RECORDS TO PROCESS -
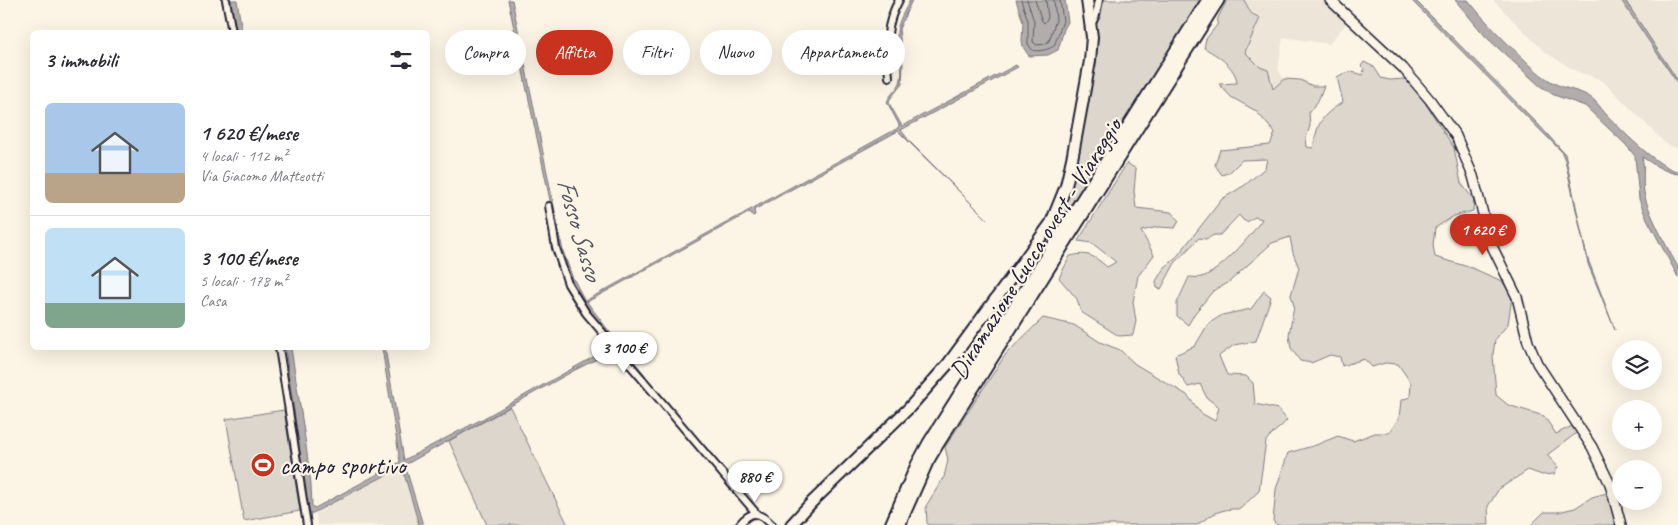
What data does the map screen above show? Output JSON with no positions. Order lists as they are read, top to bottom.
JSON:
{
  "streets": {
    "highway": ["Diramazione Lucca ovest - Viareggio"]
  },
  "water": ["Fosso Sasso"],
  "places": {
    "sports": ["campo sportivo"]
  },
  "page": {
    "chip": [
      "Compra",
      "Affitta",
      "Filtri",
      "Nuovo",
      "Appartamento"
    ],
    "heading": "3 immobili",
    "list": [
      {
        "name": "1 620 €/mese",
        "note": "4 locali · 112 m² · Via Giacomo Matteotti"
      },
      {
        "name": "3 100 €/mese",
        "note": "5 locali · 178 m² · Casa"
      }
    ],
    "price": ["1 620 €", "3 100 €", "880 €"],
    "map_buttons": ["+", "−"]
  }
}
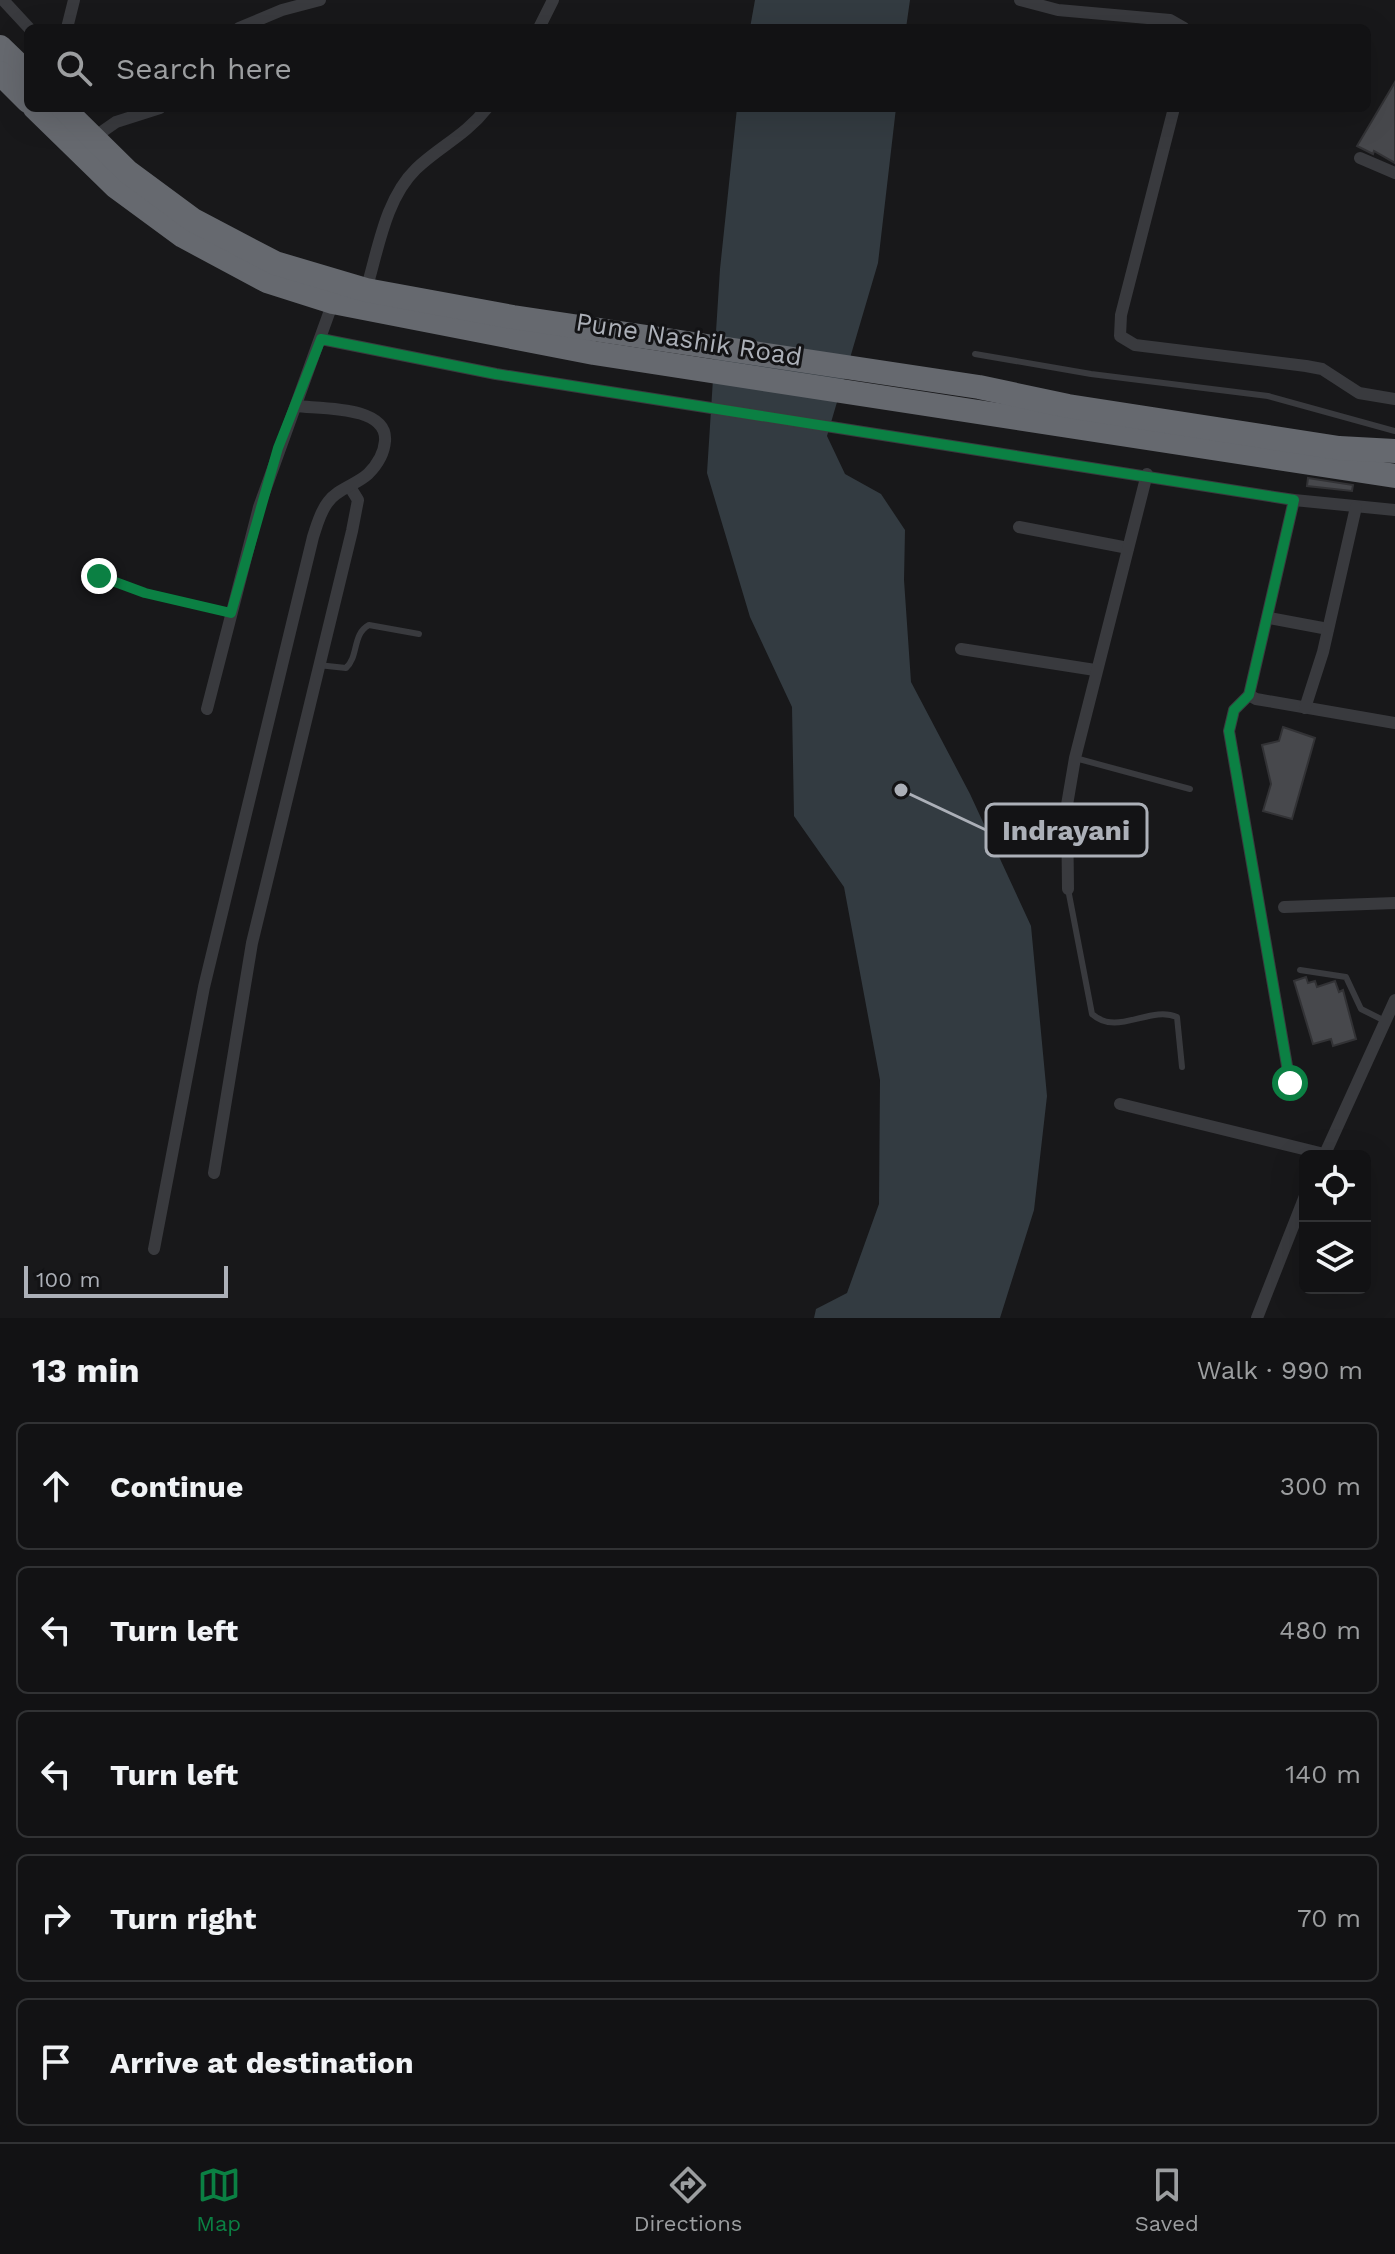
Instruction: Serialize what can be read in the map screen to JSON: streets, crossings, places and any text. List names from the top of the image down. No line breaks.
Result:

PROBLEM DETAILS - Scan the material above for the string "read" and report each line where you find it.

EXERCISE ANSWER -
What data does the map screen above show? Output JSON with no positions. Order lists as they are read, top to bottom.
Instruction: Serialize what can be read in the map screen to JSON: streets, crossings, places and any text. List names from the top of the image down. No line breaks.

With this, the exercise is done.